Les jardiniers sont par nature partageurs et « échangeurs », c'est pourquoi on voit maintenant fleurir dans le moindre village le troc aux plantes dominical.

 Plaisir de dénicher une variété oubliée ou une plante surprenante !

 

Radieux temps d'automne à Croignon, dimanche matin 12 octobre. De nombreuses voitures sont garées dans un pré et de mystérieuses transactions s'opèrent déjà au cul du camion. Des caisses changent de main, des végétaux passent d'un véhicule à l'autre. Des produits rares sans doute que ne verront pas les stands du troc aux plantes tout proche.

 

Couleurs d'automne

À l'entrée de son parc, Simone Villachoux accueille pour la 11e année les jardiniers amateurs, chargés de caisses, paniers, corbeilles contenant leur précieuse monnaie d'échange. Ancienne présidente de l'UTLC (Université du temps libre de Créon), elle raconte à Mr Grimaud, son successeur, comment ce rendez-vous automnal est devenu incontournable dans les environs. Elle ajoute avec malice qu'elle détient « le secret du soleil » qui garantit le beau temps ce jour-là. Au détour des allées, sous le préau, le long du ruisseau, c'est un chemin de tables couvertes de végétaux sous toutes leurs formes : boutures, éclats, drageons, plants, arbustes, graines et fruits. Tomates et courges variées illuminent de rouge, orange, bleu et noir le vert omniprésent. C'est à la fois animé et calme.
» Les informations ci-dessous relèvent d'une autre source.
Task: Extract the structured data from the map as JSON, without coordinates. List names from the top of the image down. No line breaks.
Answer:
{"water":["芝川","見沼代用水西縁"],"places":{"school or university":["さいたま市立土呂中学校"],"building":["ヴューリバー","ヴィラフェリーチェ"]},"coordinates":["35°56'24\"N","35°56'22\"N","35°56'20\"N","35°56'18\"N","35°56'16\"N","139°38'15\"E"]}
Ici, pas de visiteurs, mais des participants qui, en toute convivialité, échangent paroles et plantes.

 

Des passionnés

Derrière son long stand où voisinent vivaces et aromatiques, Jacqueline Luyckx, longtemps organisatrice d'un troc de printemps raconte : « J'ai passé la semaine à inventorier les plantes que je souhaitais échanger, à les conditionner et à les étiqueter. J'ai divisé les vivaces que je collectionne et, en récompense, j'aurai peut-être la chance d'en découvrir de nouvelles aujourd'hui ! » Elle s'interrompt pour renseigner un amateur sur le meilleur endroit pour replanter telle variété d'hellébore ou d'anémone car on partage aussi son savoir-faire. Plus loin, c'est l'étal du Jardin des tomates qui met l'eau à la bouche. Là, il s'agit d'une association dont le but est de partager la biodiversité en entretenant une collection de 1 500 variétés de tomates. Roland Robin, son président, en explique la philosophie : « Semer, planter, partager. Nous ne pratiquons aucune activité commerciale. En échange d'une cotisation de 20 €, chaque adhérent aura droit à 20 plants de tomates de variétés, souvent introuvables ailleurs, que nous cultivons au château de Landiras. » Pas tout à fait du troc, mais bien tentant pour le jardinier gastronome...

 

Dans l'air du temps

Toute la journée, jardiniers débutants, chevronnés amateurs ou collectionneurs vont donner et recevoir. Quoi de plus simple et utile ? Pas d'argent en jeu, un échange équitable, des économies non négligeables, vu le coût des graines et des plantes. Pas de débauche d'emballage, tous les contenants proviennent du recyclage : vieux pots, bouteilles en plastique, boîtes à œufs, barquettes, journaux, cagettes... Pas de gâchis, les plants restants seront partagés entre les participants. Sans oublier la transmission désintéressée de trucs et astuces, en face à face, pas par internet, en toute convivialité. Toute la France s'y est mise, du petit village au jardin botanique urbain. En témoignent les nombreux sites qui recensent tous les événements et apprennent même comment devenir un bon troqueur vert*.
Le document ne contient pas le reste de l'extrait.